If they did, those out in the cold would be less than citizens, and our constitution would be on the way to a theocracy, which is of necessity autocratic.
The law of a theocracy is dictated without option to the people, not made by their judges and governments.
Beautiful. Compare the ruling in FREEDOM FROM RELIGION FOUNDATION v OBAMA:
However, religious expression by the government that is inspirational and comforting to a believer may seem exclusionary or even threatening to someone who does not share those beliefs. This is not simply a matter of being “too sensitive” or wanting to suppress the religious expression of others. Rather, as explained in a recent book by the Provost of Princeton University and the Dean of the University of Texas School of Law, it is a
consequence of the unique danger that religious conduct by the government poses for creating “in” groups and “out” groups:
Then quoting:
Religious affiliation typically implicates an expansive web-of-belief and conduct, and individuals often feel and are seen as “in” or “out” of such webs. In a variety of ways the perceived and actual stakes of being within or without these webs of belief and membership can be very high: being fulfilled and redeemed or eternally damned; being welcomed as a member of the community or shunned.
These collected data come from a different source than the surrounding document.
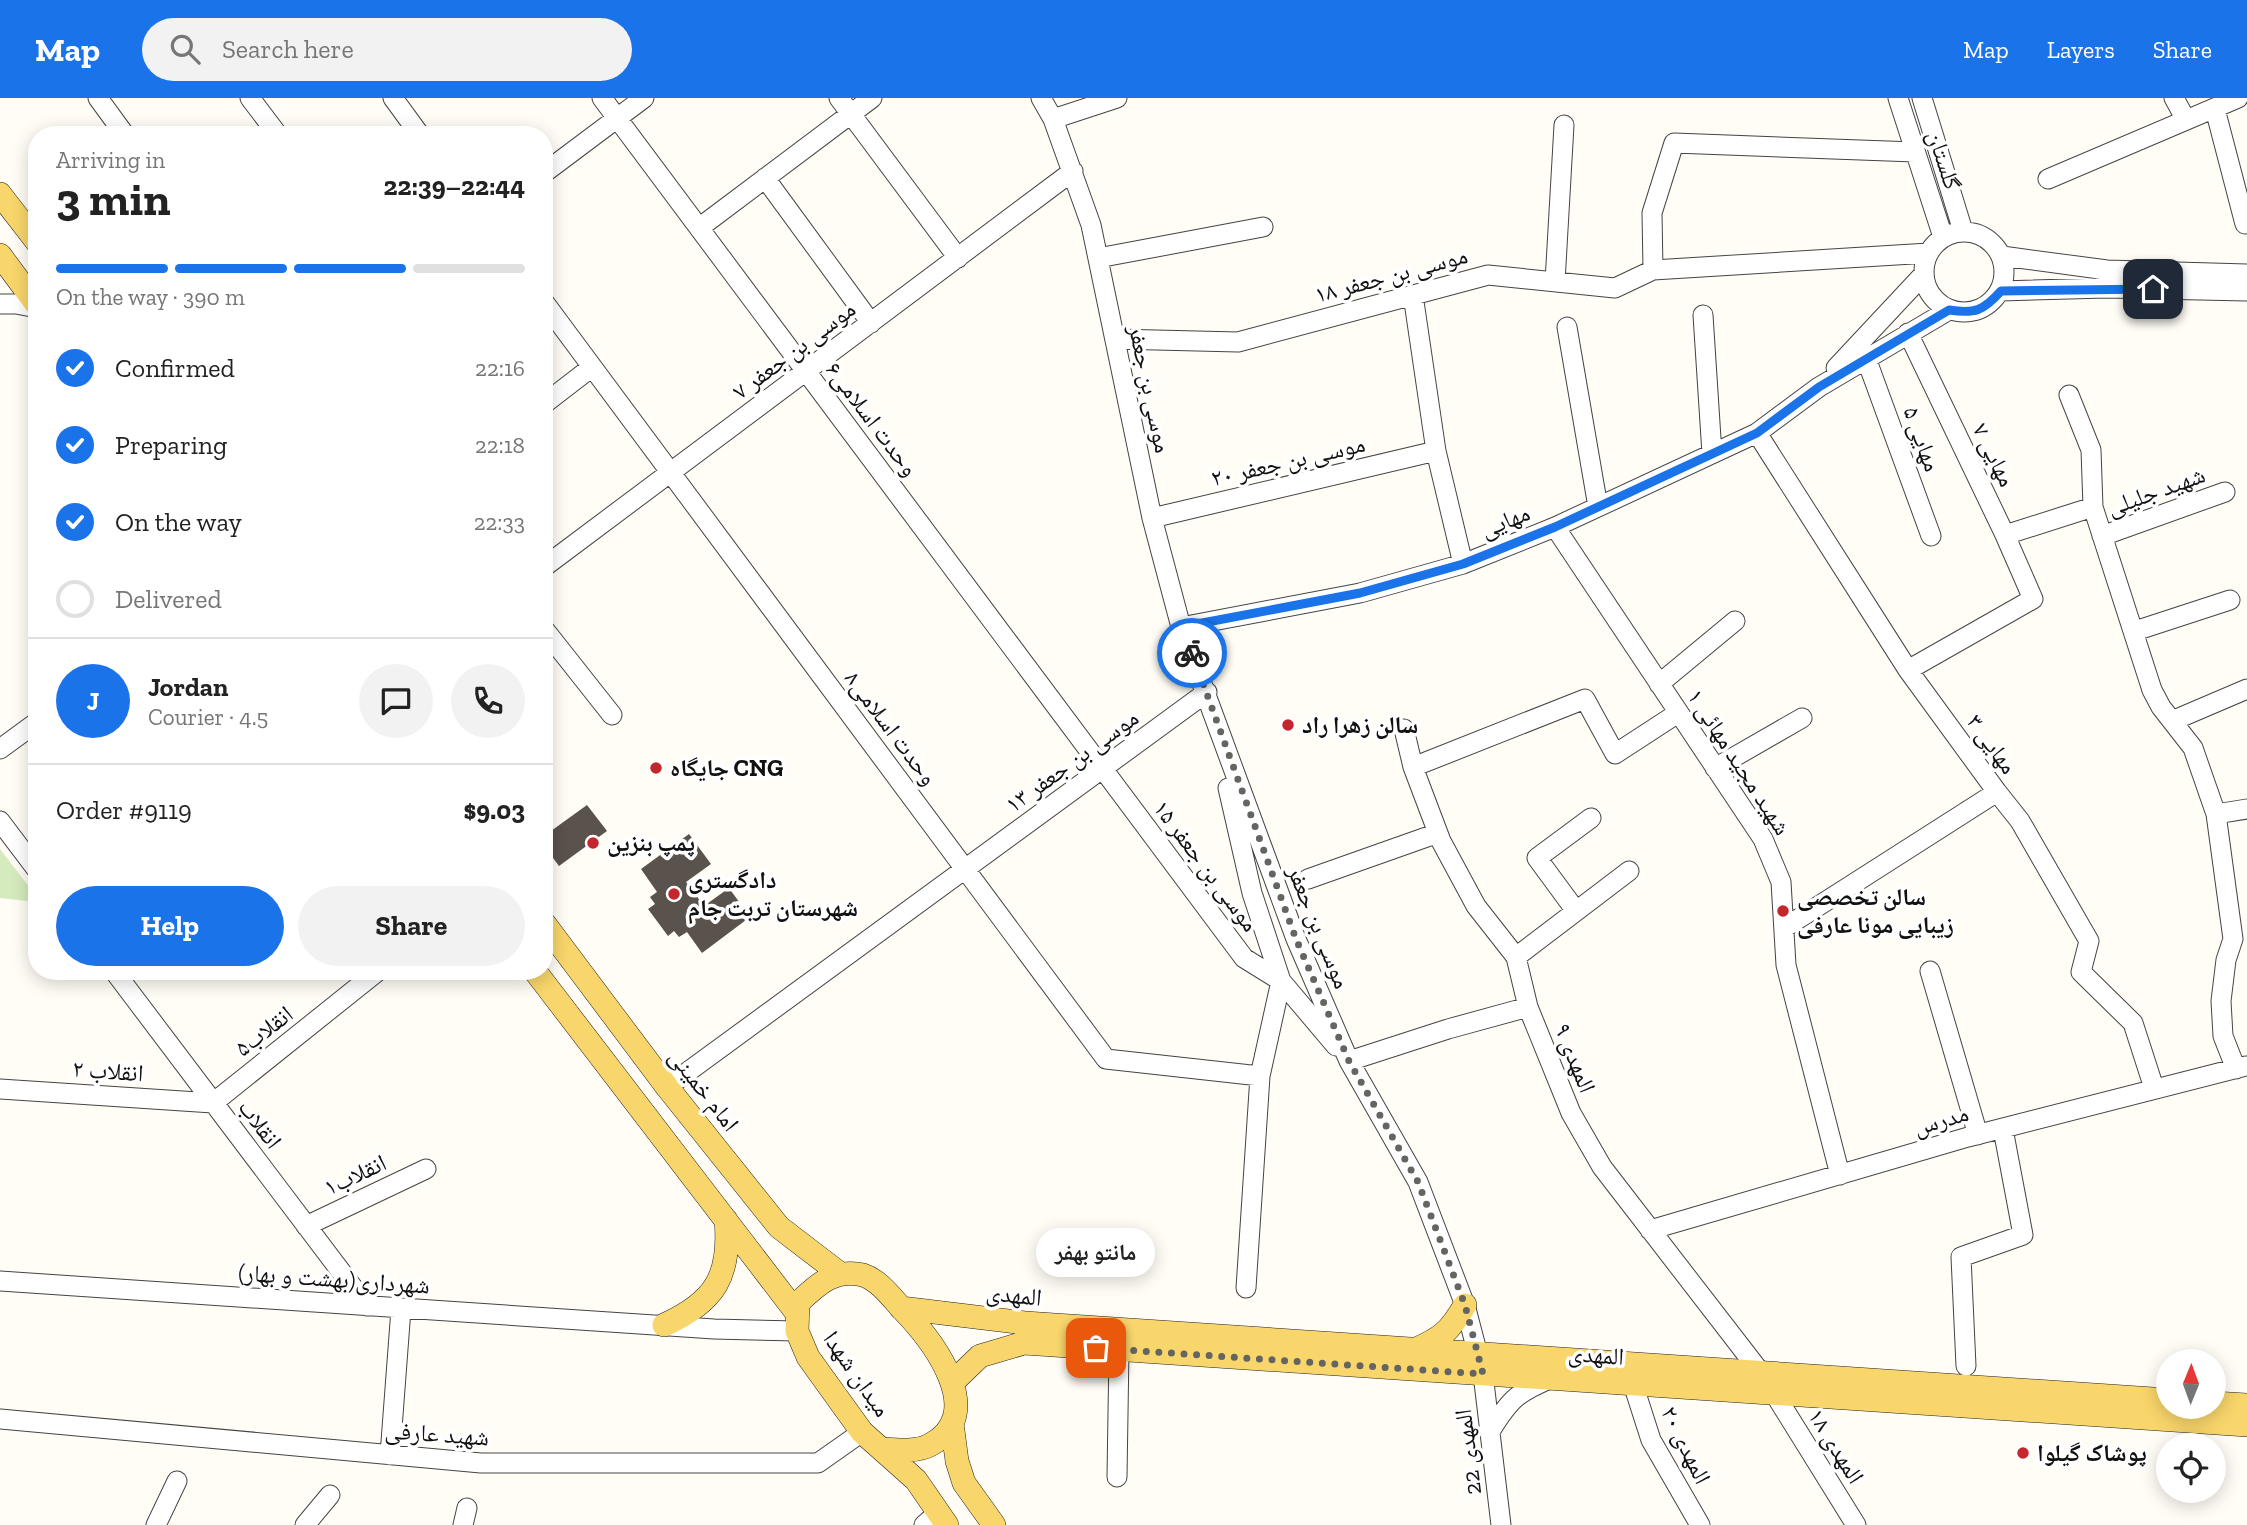 <!DOCTYPE html>
<html lang="en">
<head>
<meta charset="utf-8">
<style>
  body { margin:0; font-family:"Zilla Slab","Noto Naskh Arabic",serif; background:#f2f2f2; color:#222; height:100vh; display:flex; flex-direction:column; font-size:26px; white-space:nowrap }
  * { box-sizing:border-box; margin:0 }
  p { font-size:23px; color:#767676 }
  .icon { flex:none; width:38px; height:38px; fill:none; stroke:currentColor; stroke-width:2; stroke-linecap:round; stroke-linejoin:round }
  .map { position:relative; flex:1; overflow:hidden }
  .details { position:absolute; left:28px; top:28px; width:525px; height:854px; display:flex; flex-direction:column; background:#fff; border-radius:28px; box-shadow:0 4px 18px #0003 }
  .details>* { flex:none }
  .needle { width:46px; rotate:1deg }
  .controls { position:absolute; left:2156px; top:1251px; display:grid; gap:14px }
  .controls a { display:grid; place-items:center; width:70px; height:70px; border-radius:50%; background:#fff; box-shadow:0 4px 18px #0003; font-size:35px }
  .pin { position:absolute; display:grid; place-items:center; width:60px; height:60px; color:#fff; margin:-30px; border-radius:14px; box-shadow:0 4px 10px #0006 }
  .courier { position:absolute; display:grid; place-items:center; width:70px; height:70px; margin:-35px; border:5px solid #1a73e8; border-radius:50%; background:#fff; color:#222; box-shadow:0 2px 9px #0007 }
  .bubble { position:absolute; height:49px; border-radius:24px; background:#fff; box-shadow:0 4px 18px #0003; font-size:23px; font-weight:800; line-height:49px; text-align:center }
  .overview em { font-style:normal; font-weight:800 }
  .overview div { display:flex; flex-direction:column-reverse }
  .overview { display:flex; align-items:center; justify-content:space-between; height:119px; padding:0 28px }
  h1 { font-size:46px; font-weight:800; line-height:52px }
  .bar { display:grid; grid-template-columns:repeat(4,1fr); gap:10px 7px; align-content:center; height:84px; padding:0 28px }
  .bar i { height:9px; border-radius:5px; background:#e0e0e0 }
  .bar .on { background:#1a73e8 }
  .bar p { grid-column:span 4 }
  .line { display:flex; align-items:center; gap:18px; padding:0 28px; border-top:2px solid #e0e0e0 }
  .line div { flex:1 }
  .round { display:grid; place-items:center; flex:none; width:74px; height:74px; border-radius:37px; background:#f2f2f2 }
  ol { padding:0 28px; list-style:none }
  li { display:flex; align-items:center; gap:21px; height:77px }
  li p { margin-inline-start:auto }
  li .icon { padding:7px; border-radius:50%; background:#1a73e8; color:#fff; stroke-width:4 }
  li:last-child { color:#767676 }
  li i { width:38px; height:38px; border:4px solid #e0e0e0; border-radius:50% }
  .primary-button { display:flex; gap:14px; margin-top:auto; padding:14px 28px }
  .primary-button a { flex:1; height:80px; border-radius:42px; background:#1a73e8; color:#fff; font-size:28px; font-weight:800; line-height:80px; text-align:center }
  .primary-button a+a { background:#f2f2f2; color:#222 }
  header { display:flex; align-items:center; gap:42px; box-sizing:border-box; height:98px; padding:0 35px; background:#1a73e8; color:#fff }
  header strong { font-size:33px }
  nav { display:flex; gap:38px; margin-inline-start:auto; font-size:24px }
  .search { width:490px; height:63px; background:#f2f2f2; display:flex; align-items:center; gap:18px; box-sizing:border-box; padding:0 24px; border-radius:38px; color:#767676; font-size:26px }
  .map>svg:first-child { display:block }
  .green { fill:#d5ebbd }
  .building { fill:#5a524d }
  .lines { fill:none; stroke-linecap:round; stroke-linejoin:round }
  .minor-casing { stroke:#444; stroke-width:21 }
  .major-casing { stroke:#222; stroke-width:24 }
  .minor { stroke:#fff; stroke-width:19 }
  .major { stroke:#f9d66b; stroke-width:23 }
  .done { stroke:#646461; stroke-width:7; stroke-dasharray:0 12.6 }
  .route { stroke:#1a73e8; stroke-width:9 }
  .poi-dot { fill:#c4262e; stroke:#fff; stroke-width:2.5 }
  .labels { text-anchor:middle; stroke-width:7; stroke-linejoin:round; paint-order:stroke }
  .street-label { font-size:24px; fill:#111; stroke:#fff }
  .poi-label { font-size:24px; font-weight:bold; fill:#111; stroke:#fff; text-anchor:start }
</style>
</head>
<body>
<header>
<strong>Map</strong>
<div class="search"><svg class="icon" aria-label="search" viewBox="0 0 24 24"><circle cx="10" cy="10" r="6"/><path d="M15 15l6 6"/></svg>Search here</div>
<nav><a>Map</a><a>Layers</a><a>Share</a></nav>
</header>
<div class="map">
<svg width="2247" height="1427" viewBox="0 0 2247 1427">
  <rect width="100%" height="100%" fill="#fffdf5"/>
  <path class="green" d="M 0,751 L 37,799 L 37,804 L 0,800 Z"/>
  <path class="building" d="M 587,707 L 607,733 L 559,768 L 544,748 L 544,738 Z
    M 689,736 L 711,766 L 686,784 L 704,808 L 729,790 L 750,819 L 702,855 L 687,834 L 679,839 L 674,833 L 668,838 L 648,811 L 655,806 L 650,799 L 657,794 L 641,771 Z"/>
  <g class="lines">
    <defs>
      <path id="minor" d="M 98,0 L 125,37
        M 250,0 L 278,37
        M 393,0 L 420,37
        M 602,0 L 1244,860 L 1281,883 L 1260,978 L 1246,1190
        M 839,0 L 958,160
        M 1041,0 L 1053,21 L 1091,127 L 1152,420 L 1181,529 L 1296,841 L 1349,963 L 1418,1084 L 1465,1207 L 1483,1276 L 1501,1427
        M 1898,0 L 1943,139
        M 1922,0 L 1963,133
        M 2174,0 L 2186,22
        M 2215,11 L 2245,126
        M 1053,21 L 1117,0
        M 544,75 L 644,0
        M 765,80 L 871,225
        M 2048,81 L 2238,0
        M 699,130 L 872,0
        M1924 174a40 40 0 1 1 80 0a40 40 0 1 1-80 0Z
        M 2002,158 L 2107,172 L 2247,176
        M 1098,160 L 1263,129
        M 1653,172 L 1652,115 L 1674,45 L 1915,54
        M 1555,184 L 1564,27
        M 2001,193 L 2106,190 L 2247,193
        M 1413,197 L 1436,353 L 1463,466
        M 544,204 L 1106,961 L 1260,978
        M 0,206 L 16,206 L 37,210
        M 1703,217 L 1712,356
        M 1567,229 L 1598,409
        M 1115,241 L 1238,244 L 1488,177 L 1615,190 L 1653,172 L 1929,155
        M 1866,260 L 1931,438
        M 1836,270 L 1923,177
        M 2069,297 L 2091,352 L 2093,409
        M 544,306 L 592,269
        M 1757,335 L 1908,572 L 1997,694 L 2020,723 L 2089,843 L 2081,874 L 2133,925 L 2154,990
        M 1152,420 L 1436,353
        M 1555,429 L 1763,741 L 1781,784 L 1786,867 L 1840,1077
        M 2005,437 L 2093,409 L 2152,592 L 2161,609 L 2193,650 L 2216,716 L 2233,841 L 2226,862 L 2221,903 L 2223,938 L 2236,971
        M 2102,438 L 2225,394
        M 544,469 L 1073,73
        M 1181,529 L 1360,495 L 1463,466 L 1555,429 L 1757,335 L 1819,289 L 1949,212
        M 544,531 L 612,617
        M 2135,533 L 2230,502
        M 1908,572 L 2033,501 L 2005,437 L 1908,235
        M 1659,586 L 1735,523
        M 2172,623 L 2247,591
        M 1404,631 L 1413,669 L 1441,743 L 1476,808 L 1516,859 L 1528,909 L 1571,1015 L 1602,1069 L 1761,1275
        M 0,651 L 37,624
        M 1413,669 L 1585,601 L 1615,656 L 1678,615
        M 1715,670 L 1802,620
        M 1228,690 L 1252,795 L 1281,883 L 1336,948
        M 2216,716 L 2247,711
        M 0,723 L 37,772
        M 1308,781 L 1438,735
        M 1576,813 L 1537,760 L 1591,720
        M 1784,830 L 1997,694
        M 1516,859 L 1629,773
        M 114,873 L 367,1208
        M 1930,873 L 1978,1037
        M 1349,963 L 1448,931 L 1528,909
        M 667,989 L 1207,594
        M 0,991 L 213,1005 L 378,873
        M 306,1128 L 426,1071
        M 1650,1132 L 1968,1039 L 2246,968
        M 0,1183 L 714,1231 L 797,1233
        M 1966,1268 L 1961,1159 L 2023,1137 L 2003,1031
        M 1633,1286 L 1651,1342 L 1700,1427
        M 1774,1295 L 1856,1427
        M 0,1321 L 481,1365 L 818,1365 L 862,1334
        M 1491,1332 C 1510,1301 1518,1294 1552,1280
        M 390,1357 L 401,1211
        M 1117,1379 L 1119,1252
        M 156,1427 L 177,1383
        M 305,1427 L 330,1397
        M 463,1427 L 467,1410
        M 924,1427 L 938,1415"/>
      <path id="major" d="M 0,96 L 37,144
        M 0,157 L 37,207
        M 544,825 L 667,989 L 779,1129 L 839,1175
        M 535,873 L 796,1214
        M 901,1210 L 1025,1225 L 2168,1302
        M 664,1227 C 715,1204 731,1178 726,1122
        M 1414,1252 C 1442,1240 1450,1233 1465,1207
        M 953,1284 L 980,1258 L 1024,1245 L 2247,1327
        M 2214,1305 L 2247,1307
        M 952,1325 L 957,1363 L 964,1385 L 994,1427
        M 883,1351 C 897,1352 917,1354 930,1347 C 989,1316 933,1243 903,1212 C 892,1200 879,1182 863,1177 C 834,1170 817,1187 798,1205 L 797,1233 L 808,1259 L 862,1334 L 916,1382 L 947,1427"/>
    </defs>
    <use href="#minor" class="minor-casing"/>
    <use href="#major" class="major-casing"/>
    <use href="#minor" class="minor"/>
    <use href="#major" class="major"/>
  </g>
  <g class="lines">
    <path class="done" d="M 1096,1250 L 1483,1276 L 1465,1207 L 1418,1084 L 1349,963 L 1296,841 L 1192,555"/>
    <path class="route" d="M 1192,555 L 1181,529 L 1360,495 L 1463,466 L 1555,429 L 1757,335 L 1819,289 L 1949,212 C 1975,216 1983,213 2001,193 L 2153,191"/>
  </g>
  <g class="poi-dot">
    <circle cx="1288" cy="627" r="7"/>
    <circle cx="656" cy="670" r="7"/>
    <circle cx="593" cy="745" r="7"/>
    <circle cx="674" cy="796" r="7"/>
    <circle cx="1783" cy="813" r="7"/>
    <circle cx="2023" cy="1355" r="7"/>
  </g>
  <g class="labels">
    <g class="street-label">
      <text transform="translate(1944 62) rotate(72)" y="8">گلستان</text>
      <text transform="translate(1391 177) rotate(-15)" y="8">موسی بن جعفر ۱۸</text>
      <text transform="translate(794 252) rotate(-37)" y="8">موسی بن جعفر ۷</text>
      <text transform="translate(1150 291) rotate(78)" y="8">موسی بن جعفر</text>
      <text transform="translate(872 321) rotate(53)" y="8">وحدت اسلامی۶</text>
      <text transform="translate(1922 341) rotate(70)" y="8">مهایی ۵</text>
      <text transform="translate(1994 357) rotate(64)" y="8">مهایی ۷</text>
      <text transform="translate(1288 363) rotate(-13)" y="8">موسی بن جعفر ۲۰</text>
      <text transform="translate(2156 393) rotate(-20)" y="8">شهید جلیلی</text>
      <text transform="translate(1505 423) rotate(-22)" y="8">مهایی</text>
      <text transform="translate(891 630) rotate(53)" y="8">وحدت اسلامی۸</text>
      <text transform="translate(1992 646) rotate(54)" y="8">مهایی ۳</text>
      <text transform="translate(1072 663) rotate(-36)" y="8">موسی بن جعفر ۱۳</text>
      <text transform="translate(1739 664) rotate(57)" y="8">شهید مجید مهائی ۱</text>
      <text transform="translate(1206 768) rotate(53)" y="8">موسی بن جعفر ۱۵</text>
      <text transform="translate(1319 829) rotate(68)" y="8">موسی بن جعفر</text>
      <text transform="translate(264 933) rotate(-38)" y="8">انقلاب۵</text>
      <text transform="translate(1575 960) rotate(68)" y="8">المهدی ۹</text>
      <text transform="translate(108 973) rotate(4)" y="8">انقلاب ۲</text>
      <text transform="translate(704 992) rotate(52)" y="8">امام خمینی</text>
      <text transform="translate(1941 1022) rotate(-16)" y="8">مدرس</text>
      <text transform="translate(260 1026) rotate(53)" y="8">انقلاب</text>
      <text transform="translate(355 1077) rotate(-25)" y="8">انقلاب۱</text>
      <text transform="translate(334 1181) rotate(4)" y="8">شهرداری(بهشت و بهار)</text>
      <text transform="translate(1014 1197) rotate(6)" y="8">المهدی</text>
      <text transform="translate(1596 1257) rotate(4)" y="8">المهدی</text>
      <text transform="translate(857 1276) rotate(55)" y="8">میدان شهدا</text>
      <text transform="translate(437 1336) rotate(4)" y="8">شهید عارفی</text>
      <text transform="translate(1686 1347) rotate(64)" y="8">المهدی ۲۰</text>
      <text transform="translate(1836 1348) rotate(58)" y="8">المهدی ۱۸</text>
      <text transform="translate(1468 1354) rotate(-97)" y="8">المهدی 22</text>
    </g>
    <g class="poi-label">
      <text x="1302" y="635">سالن زهرا راد</text>
      <text x="670" y="678">جایگاه CNG</text>
      <text x="607" y="753">پمپ بنزین</text>
      <text x="688" y="790">دادگستری<tspan x="688" dy="28">شهرستان تربت جام</tspan></text>
      <text x="1797" y="807">سالن تخصصی<tspan x="1797" dy="28">زیبایی مونا عارفی</tspan></text>
      <text x="2037" y="1363">پوشاک گیلوا</text>
    </g>
  </g>
</svg>
<div class="controls">
<a><svg class="needle" viewBox="-14 -14 28 28"><path d="M0-13l5 13h-10z" fill="#e53935"/><path d="M0 13l5-13h-10z" fill="#767676"/></svg></a>
<a><svg class="icon" aria-label="locate" viewBox="0 0 24 24"><circle cx="12" cy="12" r="6"/><path d="M12 2v4M12 18v4M2 12h4M18 12h4"/></svg></a>
</div>
<div class="pin" style="left:1096px;top:1250px;background:#ea580c"><svg class="icon" aria-label="bag" viewBox="0 0 24 24"><path d="M5 8h14l-1 12H6zM9 8a3 3 0 0 1 6 0"/></svg></div>
<div class="pin" style="left:2153px;top:191px;background:#1f2937"><svg class="icon" aria-label="home" viewBox="0 0 24 24"><path d="M3 11l9-7 9 7M6 9v11h12V9"/></svg></div>
<div class="courier" style="left:1192px;top:555px"><svg class="icon" aria-label="bike" viewBox="0 0 24 24"><circle cx="6" cy="16" r="4"/><circle cx="18" cy="16" r="4"/><path d="M6 16l4-8h5l3 8M10 8l3 8H6M13 5h3"/></svg></div>
<div class="bubble" style="left:1036px;top:1130px;width:119px">مانتو بهفر</div>
<section class="details">
<div class="overview"><div><h1>3 min</h1><p>Arriving in</p></div><em>22:39–22:44</em></div>
<div class="bar"><i class="on"></i><i class="on"></i><i class="on"></i><i></i><p>On the way · 390 m</p></div>
<ol>
<li><svg class="icon" aria-label="check" viewBox="0 0 24 24"><path d="M5 12l5 5 9-10"/></svg>Confirmed<p>22:16</p></li>
<li><svg class="icon" aria-label="check" viewBox="0 0 24 24"><path d="M5 12l5 5 9-10"/></svg>Preparing<p>22:18</p></li>
<li><svg class="icon" aria-label="check" viewBox="0 0 24 24"><path d="M5 12l5 5 9-10"/></svg>On the way<p>22:33</p></li>
<li><i></i>Delivered</li>
</ol>
<div class="line" style="height:126px"><b class="round" style="background:#1a73e8;color:#fff">J</b><div><b>Jordan</b><p>Courier · 4.5</p></div><a class="round"><svg class="icon" aria-label="chat" viewBox="0 0 24 24"><path d="M4 5h16v11H9l-5 4z"/></svg></a><a class="round"><svg class="icon" aria-label="phone" viewBox="0 0 24 24"><path d="M5 4h4l2 5-3 2q2 4 5 5l2-3 5 2v4C11 20 4 13 5 4z"/></svg></a></div>
<div class="line" style="height:91px"><div>Order #9119</div><b>$9.03</b></div>
<div class="primary-button"><a>Help</a><a>Share</a></div>
</section>
</div>
</body>
</html>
Moreover, it is in the nature of religion that persons outside a given faith will on occasion fail to understand or appreciate matters internal to that faith, and so will be inappropriately indifferent, suspicious, or even repelled and hostile to beliefs and practices central to that faith. These are matters of sociological fact, and they justify distinct constitutional concern that governmental conduct will valorize some beliefs at the cost of disparaging others, and further, that in the course of such conduct, government will valorize some citizens at the cost of disparaging others.
Christopher L. Eisgruber and Lawrence G. Sager, Religious Freedom and the Constitution, 61-62.
The Supremes will throw it out, of course, but it’s a great ruling all the same.